In illustrative examples, based on similarities and differences between the generated sequence(s) 224 and additional sequences provided to the second challenging component 222, such as amino acid sequences included in the additional protein sequence data 232, the second challenging component 222 can generate the classification output 226 to indicate an amount of similarity or an amount of difference between the generated sequence(s) 224 and sequences provided to the second challenging component 222 that are included in the additional protein sequence data 232. Additionally, the classification output 226 can indicate an amount of similarity or an amount of difference between the generated sequence(s) 224 and the amino acid sequences included in the additional protein sequence data 232. In additional examples, the second challenging component 222 can implement a distance function that produces an output that indicates an amount of distance between the generated sequence(s) 222 and the proteins included in the additional protein sequence data 232. In implementations where the second challenging component 222 implements a distance function, the classification output 226 can include a number from −∞ to ∞ indicating a distance between the generated sequence(s) 224 and one or more amino acid sequences included in the additional protein sequence data 232.
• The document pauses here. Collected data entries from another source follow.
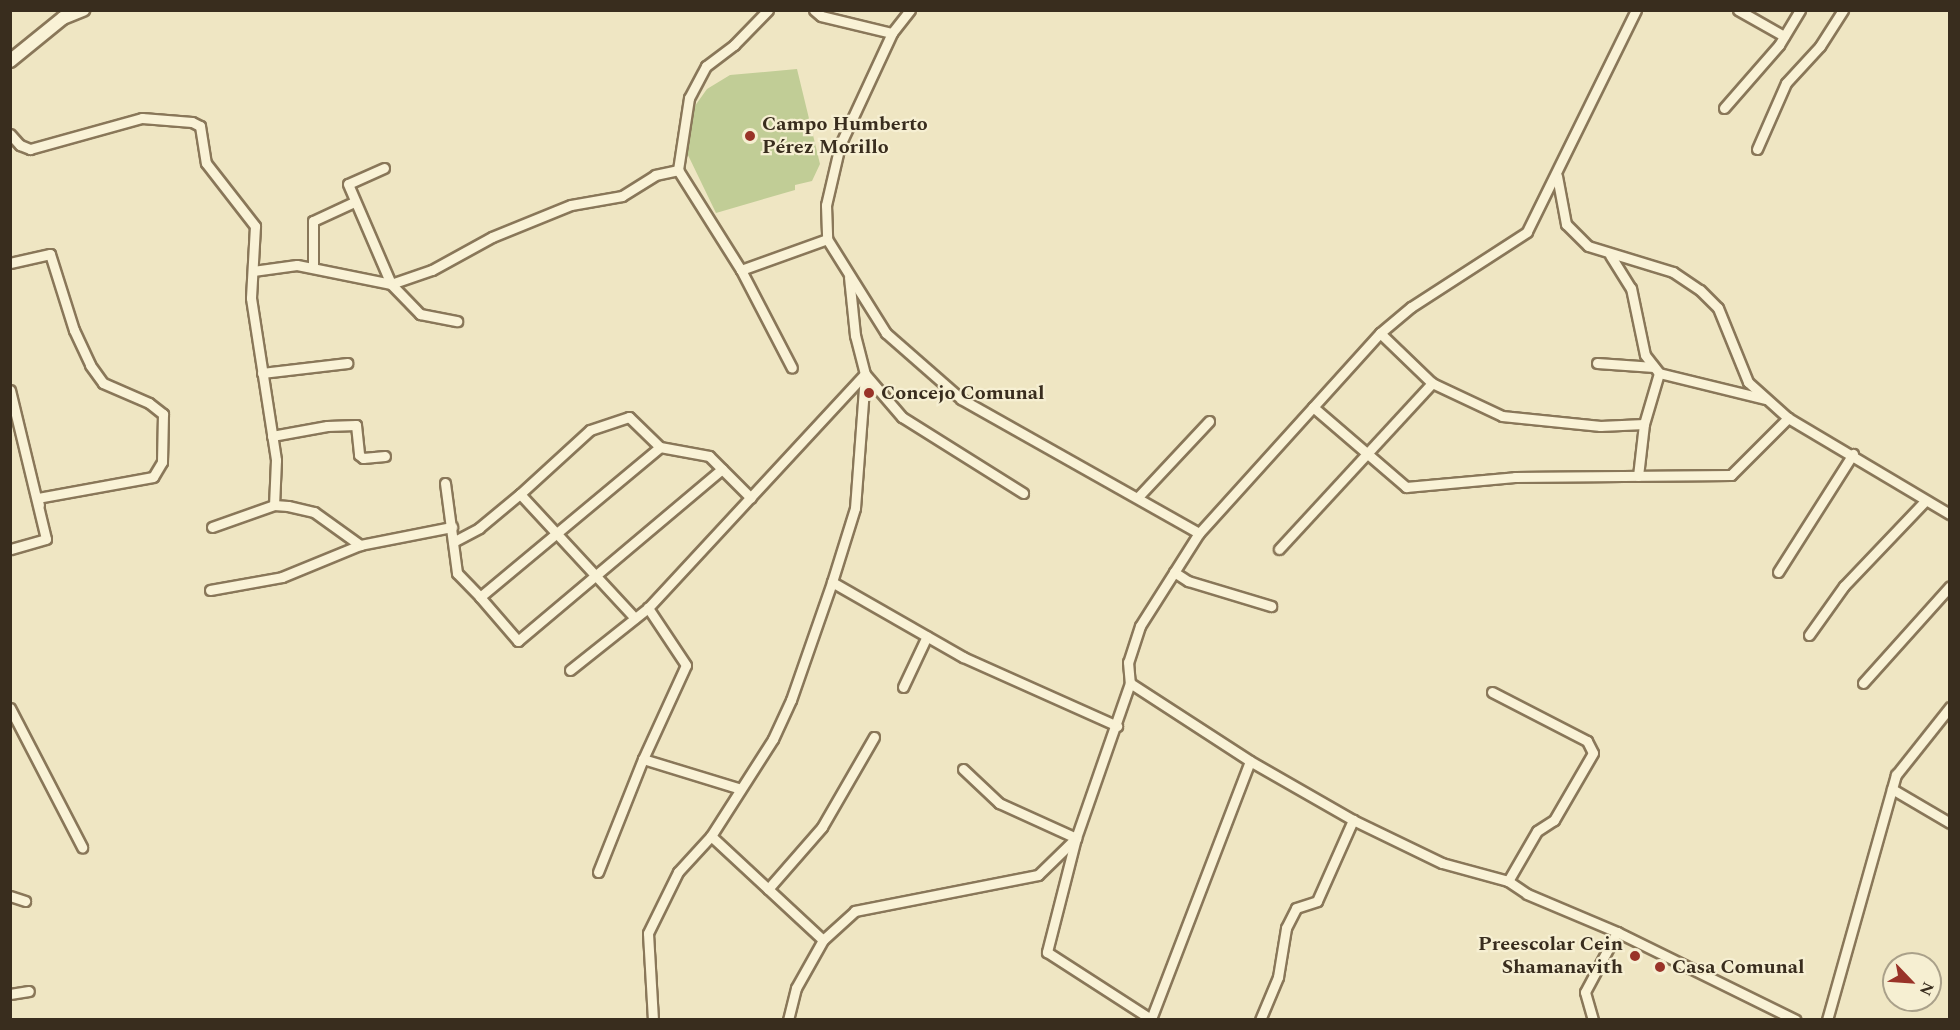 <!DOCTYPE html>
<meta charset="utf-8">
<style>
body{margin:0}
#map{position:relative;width:1960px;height:1030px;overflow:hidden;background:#efe6c3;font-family:Spectral,serif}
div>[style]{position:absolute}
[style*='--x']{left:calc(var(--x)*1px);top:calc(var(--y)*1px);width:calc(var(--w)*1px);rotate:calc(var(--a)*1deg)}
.green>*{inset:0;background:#c1cd96}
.roads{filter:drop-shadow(2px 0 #897759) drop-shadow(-2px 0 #897759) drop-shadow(0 2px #897759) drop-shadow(0 -2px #897759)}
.minor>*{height:9px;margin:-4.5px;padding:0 4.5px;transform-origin:4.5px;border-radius:4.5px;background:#f9f2d6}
.tertiary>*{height:12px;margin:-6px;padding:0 6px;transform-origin:6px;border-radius:6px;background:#f9f2d6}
.dots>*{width:16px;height:16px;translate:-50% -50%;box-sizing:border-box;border:3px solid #f6efd2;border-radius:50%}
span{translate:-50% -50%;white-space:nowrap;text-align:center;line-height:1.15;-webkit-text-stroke:4.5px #f6efd2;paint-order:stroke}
.poi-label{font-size:20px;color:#392d1e;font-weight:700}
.left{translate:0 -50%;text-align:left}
.right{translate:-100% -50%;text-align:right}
.frame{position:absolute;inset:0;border:12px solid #392d1e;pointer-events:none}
.north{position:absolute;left:1882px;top:952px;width:60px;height:60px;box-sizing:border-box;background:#f6efd2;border:2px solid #aaa18a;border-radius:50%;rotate:115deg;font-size:16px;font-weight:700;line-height:24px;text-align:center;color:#392d1e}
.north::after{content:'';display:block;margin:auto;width:21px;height:27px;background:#993328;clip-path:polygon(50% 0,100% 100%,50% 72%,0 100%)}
</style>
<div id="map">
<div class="green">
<i style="clip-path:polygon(797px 69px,820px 164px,812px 181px,795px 185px,795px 190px,716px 213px,687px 153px,692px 110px,707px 89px,730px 75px)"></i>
</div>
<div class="roads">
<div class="minor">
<i style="--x:768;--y:10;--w:49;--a:134.2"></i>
<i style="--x:734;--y:45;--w:35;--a:143"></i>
<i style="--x:706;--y:66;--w:36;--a:118"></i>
<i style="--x:689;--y:98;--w:73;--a:98.7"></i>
<i style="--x:678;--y:170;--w:118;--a:57.8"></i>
<i style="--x:741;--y:270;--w:91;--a:-19.8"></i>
<i style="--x:814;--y:10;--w:9;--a:41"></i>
<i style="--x:821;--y:16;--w:73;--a:13.5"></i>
<i style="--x:910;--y:10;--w:29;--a:128"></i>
<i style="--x:892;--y:33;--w:123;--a:114.9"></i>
<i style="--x:840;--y:145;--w:62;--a:103.1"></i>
<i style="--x:826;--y:205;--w:34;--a:88"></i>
<i style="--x:827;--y:239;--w:111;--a:57.9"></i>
<i style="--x:886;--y:333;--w:100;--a:41.3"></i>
<i style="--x:961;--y:399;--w:273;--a:29.4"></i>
<i style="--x:1636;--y:10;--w:247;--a:116.2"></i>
<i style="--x:1527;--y:232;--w:138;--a:147.1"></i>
<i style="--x:1411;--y:307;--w:40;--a:140"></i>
<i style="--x:1380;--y:333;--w:270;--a:132.1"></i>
<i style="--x:1199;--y:533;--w:110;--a:122.4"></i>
<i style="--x:1140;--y:626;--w:38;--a:108"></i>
<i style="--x:1128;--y:662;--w:21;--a:85"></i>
<i style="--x:1130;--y:683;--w:143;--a:33"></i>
<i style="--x:1250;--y:761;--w:119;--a:29.8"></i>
<i style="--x:1353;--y:820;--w:99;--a:25.8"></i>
<i style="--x:1442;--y:863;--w:68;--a:15.3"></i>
<i style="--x:1508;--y:881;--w:23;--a:34"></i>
<i style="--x:1527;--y:894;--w:98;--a:22.9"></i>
<i style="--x:1617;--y:932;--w:199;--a:26.2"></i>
<i style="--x:1738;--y:10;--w:53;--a:29.5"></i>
<i style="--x:1724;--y:108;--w:84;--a:-48.9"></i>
<i style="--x:1779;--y:45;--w:41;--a:-59"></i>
<i style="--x:10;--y:134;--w:15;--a:48"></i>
<i style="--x:20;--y:145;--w:11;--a:22"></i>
<i style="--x:30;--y:149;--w:116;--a:-15.5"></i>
<i style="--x:142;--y:118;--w:50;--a:4.6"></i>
<i style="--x:192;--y:122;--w:9;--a:27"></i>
<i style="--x:200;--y:126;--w:37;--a:81"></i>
<i style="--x:206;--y:163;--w:80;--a:52.1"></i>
<i style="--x:255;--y:226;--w:72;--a:93.2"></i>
<i style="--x:251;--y:298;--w:164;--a:81.2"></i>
<i style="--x:276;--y:460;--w:45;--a:92.5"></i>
<i style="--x:1757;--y:149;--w:72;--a:-66.3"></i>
<i style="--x:1786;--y:83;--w:50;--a:-47.4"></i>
<i style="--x:1820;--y:46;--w:43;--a:-57.4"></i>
<i style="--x:384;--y:168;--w:39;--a:156"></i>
<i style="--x:348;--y:184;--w:109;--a:66.7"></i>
<i style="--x:391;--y:284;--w:43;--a:-18.9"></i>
<i style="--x:432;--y:270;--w:68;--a:-28.8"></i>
<i style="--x:492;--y:237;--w:85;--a:-22.1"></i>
<i style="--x:571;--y:205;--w:52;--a:-10"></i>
<i style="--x:622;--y:196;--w:39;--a:-32"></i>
<i style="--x:655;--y:175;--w:24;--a:-12"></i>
<i style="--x:1557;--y:176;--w:49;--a:79.4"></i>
<i style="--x:1566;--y:224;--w:31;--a:45"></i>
<i style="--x:1588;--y:246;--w:89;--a:17"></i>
<i style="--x:1673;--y:272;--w:32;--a:34"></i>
<i style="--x:1700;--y:290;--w:25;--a:45"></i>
<i style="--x:1718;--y:308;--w:80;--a:67.9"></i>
<i style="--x:1748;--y:382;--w:54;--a:42"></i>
<i style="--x:1788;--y:418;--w:188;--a:30.7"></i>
<i style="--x:1610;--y:255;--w:39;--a:58"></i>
<i style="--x:1631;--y:288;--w:68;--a:78.2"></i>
<i style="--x:1645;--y:355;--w:23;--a:52"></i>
<i style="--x:1659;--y:373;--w:110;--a:13.7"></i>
<i style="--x:10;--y:263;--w:41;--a:-12.7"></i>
<i style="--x:50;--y:254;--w:80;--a:72.5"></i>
<i style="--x:74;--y:330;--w:38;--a:65"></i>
<i style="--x:90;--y:365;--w:22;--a:54"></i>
<i style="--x:103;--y:383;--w:50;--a:23.5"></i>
<i style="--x:149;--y:403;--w:18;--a:38"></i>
<i style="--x:163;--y:414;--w:48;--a:91.2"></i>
<i style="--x:162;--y:462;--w:17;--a:121"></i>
<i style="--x:153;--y:477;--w:118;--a:169.7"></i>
<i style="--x:37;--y:498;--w:7;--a:74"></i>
<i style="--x:313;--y:267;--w:46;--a:-90"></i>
<i style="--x:313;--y:221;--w:45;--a:-24.9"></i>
<i style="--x:741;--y:270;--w:110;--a:62.5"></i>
<i style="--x:253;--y:271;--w:44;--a:-7.8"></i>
<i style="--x:297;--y:265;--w:96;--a:11.4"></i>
<i style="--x:391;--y:284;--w:42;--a:46"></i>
<i style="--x:420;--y:314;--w:38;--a:11"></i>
<i style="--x:1380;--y:333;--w:72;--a:43.9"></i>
<i style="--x:1432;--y:383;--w:77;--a:25.2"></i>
<i style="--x:1502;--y:416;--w:99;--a:5.8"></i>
<i style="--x:1600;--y:426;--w:44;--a:-2.6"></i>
<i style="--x:1597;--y:363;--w:57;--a:4"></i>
<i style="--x:262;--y:373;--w:86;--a:-6.7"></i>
<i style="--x:10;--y:390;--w:153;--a:76.4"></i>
<i style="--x:46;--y:539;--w:37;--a:164"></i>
<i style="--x:1313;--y:407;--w:123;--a:40.7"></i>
<i style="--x:1406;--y:487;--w:109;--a:-5.2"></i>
<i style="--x:1515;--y:477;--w:216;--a:-0.5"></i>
<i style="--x:1731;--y:475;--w:81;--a:-45"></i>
<i style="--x:272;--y:436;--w:56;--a:-10.3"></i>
<i style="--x:327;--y:426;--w:29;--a:-2"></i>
<i style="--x:356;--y:425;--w:30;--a:84"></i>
<i style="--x:359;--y:455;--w:5;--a:37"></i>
<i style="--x:363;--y:458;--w:22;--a:-5"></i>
<i style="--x:722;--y:469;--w:267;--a:139.9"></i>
<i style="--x:518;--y:641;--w:58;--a:-130.8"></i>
<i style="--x:480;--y:597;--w:234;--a:-39.8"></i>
<i style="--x:660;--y:447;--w:50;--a:10.4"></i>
<i style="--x:709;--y:456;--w:59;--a:45"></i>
<i style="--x:1638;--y:476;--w:52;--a:-83.4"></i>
<i style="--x:1644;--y:424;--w:53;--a:-73.6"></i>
<i style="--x:445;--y:483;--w:91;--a:82.4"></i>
<i style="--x:457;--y:573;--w:33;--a:46"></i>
<i style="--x:520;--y:494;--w:169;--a:47.2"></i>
<i style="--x:1138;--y:497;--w:104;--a:-46.9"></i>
<i style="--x:212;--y:527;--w:66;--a:-19.5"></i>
<i style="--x:274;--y:505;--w:14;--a:4"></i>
<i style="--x:288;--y:506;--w:27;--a:13"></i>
<i style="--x:314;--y:512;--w:57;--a:35.7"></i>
<i style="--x:453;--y:542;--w:30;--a:-28"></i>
<i style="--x:479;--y:528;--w:53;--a:-39.7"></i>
<i style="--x:520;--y:494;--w:95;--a:-42.4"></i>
<i style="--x:590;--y:430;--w:41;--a:-18.4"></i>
<i style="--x:629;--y:417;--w:43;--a:44.1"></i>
<i style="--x:1279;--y:549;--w:226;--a:-47.3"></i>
<i style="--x:1174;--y:572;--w:17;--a:33"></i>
<i style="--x:1188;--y:581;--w:87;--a:16.8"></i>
<i style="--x:1778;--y:572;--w:140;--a:-57.6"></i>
<i style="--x:832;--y:582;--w:151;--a:29.8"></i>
<i style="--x:963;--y:657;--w:169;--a:24.1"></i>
<i style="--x:210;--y:590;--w:73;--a:-10.2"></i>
<i style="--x:282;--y:577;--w:84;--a:-22.3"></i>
<i style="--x:360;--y:545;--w:94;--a:-11.1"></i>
<i style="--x:1809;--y:635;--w:60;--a:-54.5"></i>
<i style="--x:1844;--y:586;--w:117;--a:-46.4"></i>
<i style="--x:570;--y:670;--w:100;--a:-38.5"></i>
<i style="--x:1130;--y:683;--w:164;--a:109.2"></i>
<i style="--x:1076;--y:838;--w:118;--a:104.3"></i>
<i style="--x:1047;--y:952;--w:124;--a:32.8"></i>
<i style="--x:1151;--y:1019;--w:276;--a:-69"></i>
<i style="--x:1863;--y:683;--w:130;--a:-48.1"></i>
<i style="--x:903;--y:687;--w:56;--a:-64.8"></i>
<i style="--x:1492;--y:692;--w:107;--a:27.3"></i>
<i style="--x:1587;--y:741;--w:13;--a:63"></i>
<i style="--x:1593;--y:753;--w:78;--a:120.2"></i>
<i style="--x:1554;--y:820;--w:20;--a:147"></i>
<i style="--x:1537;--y:831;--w:58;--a:120.1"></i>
<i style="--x:10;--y:708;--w:157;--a:62.6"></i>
<i style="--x:643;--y:759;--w:103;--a:-65.4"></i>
<i style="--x:686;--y:665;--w:69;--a:-123.7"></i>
<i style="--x:648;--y:608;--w:319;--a:-47.2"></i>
<i style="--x:865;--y:374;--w:40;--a:-104.4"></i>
<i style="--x:855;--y:335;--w:58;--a:-95.9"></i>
<i style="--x:963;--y:769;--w:50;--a:43.4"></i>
<i style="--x:999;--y:803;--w:85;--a:24.4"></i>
<i style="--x:1076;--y:838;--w:53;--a:135.8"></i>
<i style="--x:1038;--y:875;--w:187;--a:168.9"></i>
<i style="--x:855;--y:911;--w:43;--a:137.8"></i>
<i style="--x:823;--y:940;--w:153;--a:-137.1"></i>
<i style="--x:711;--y:836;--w:115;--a:-57.4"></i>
<i style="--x:773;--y:739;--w:43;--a:-65.2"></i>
<i style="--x:791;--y:700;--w:125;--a:-70.8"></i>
<i style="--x:832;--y:582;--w:77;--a:-72.7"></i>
<i style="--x:855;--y:508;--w:134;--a:-85.7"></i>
<i style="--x:865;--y:374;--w:57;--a:49.3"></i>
<i style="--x:902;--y:417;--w:143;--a:32.1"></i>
<i style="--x:1892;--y:789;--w:67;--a:30.4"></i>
<i style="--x:598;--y:872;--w:122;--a:-68.3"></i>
<i style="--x:643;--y:759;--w:102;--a:17"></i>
<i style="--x:768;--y:889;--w:82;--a:-48.9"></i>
<i style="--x:822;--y:827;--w:104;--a:-60"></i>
<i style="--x:10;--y:896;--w:16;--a:18"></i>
<i style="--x:10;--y:994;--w:19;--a:-9"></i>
<i style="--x:653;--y:1020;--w:87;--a:-93.3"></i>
<i style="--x:648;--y:933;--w:68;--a:-63.8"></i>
<i style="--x:678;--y:872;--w:49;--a:-47.5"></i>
<i style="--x:788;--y:1020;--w:33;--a:-76"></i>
<i style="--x:796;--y:988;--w:55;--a:-60.6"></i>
<i style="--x:1260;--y:1020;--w:47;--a:-67.3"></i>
<i style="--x:1278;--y:977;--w:50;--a:-80.7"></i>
<i style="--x:1286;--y:928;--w:22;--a:-63"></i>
<i style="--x:1296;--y:908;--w:22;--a:-18"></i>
<i style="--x:1317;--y:901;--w:89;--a:-66"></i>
<i style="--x:1593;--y:1020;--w:29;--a:-106"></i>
<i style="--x:1585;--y:992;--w:68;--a:-61.9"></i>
<i style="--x:1827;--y:1020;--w:255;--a:-74.3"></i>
<i style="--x:1896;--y:775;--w:87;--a:-51.5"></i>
</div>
<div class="tertiary">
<i style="--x:10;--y:61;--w:68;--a:-39.1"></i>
<i style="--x:63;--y:18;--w:22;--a:-22"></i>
</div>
</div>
<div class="dots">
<i style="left:750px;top:136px;background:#993328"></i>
<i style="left:869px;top:393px;background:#993328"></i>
<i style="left:1635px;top:956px;background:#993328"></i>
<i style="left:1660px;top:967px;background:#993328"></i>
</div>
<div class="poi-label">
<span class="left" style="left:762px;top:136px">Campo Humberto<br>Pérez Morillo</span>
<span class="left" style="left:881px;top:393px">Concejo Comunal</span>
<span class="right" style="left:1623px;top:956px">Preescolar Cein<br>Shamanavith</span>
<span class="left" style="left:1672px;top:967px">Casa Comunal</span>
</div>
<div class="frame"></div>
<div class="north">N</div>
</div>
After the second generative adversarial network 218 has undergone a training process, a modified trained model 236 can be generated that can produce sequences of proteins. The modified trained model 236 can represent the trained model 208 after being trained using the additional protein sequence data 230. In examples, the training process for the second generative adversarial network 218 can be complete after the function(s) implemented by the second generating component 220 and the second challenging component 222 converge. The convergence of a function can be based on the movement of values of model parameters toward particular values as protein sequences are generated by the second generating component 220 and feedback is obtained from the second challenging component 222. The training of the second generative adversarial network 218 can be complete when the protein sequences generated by the second generating component 220 have particular characteristics.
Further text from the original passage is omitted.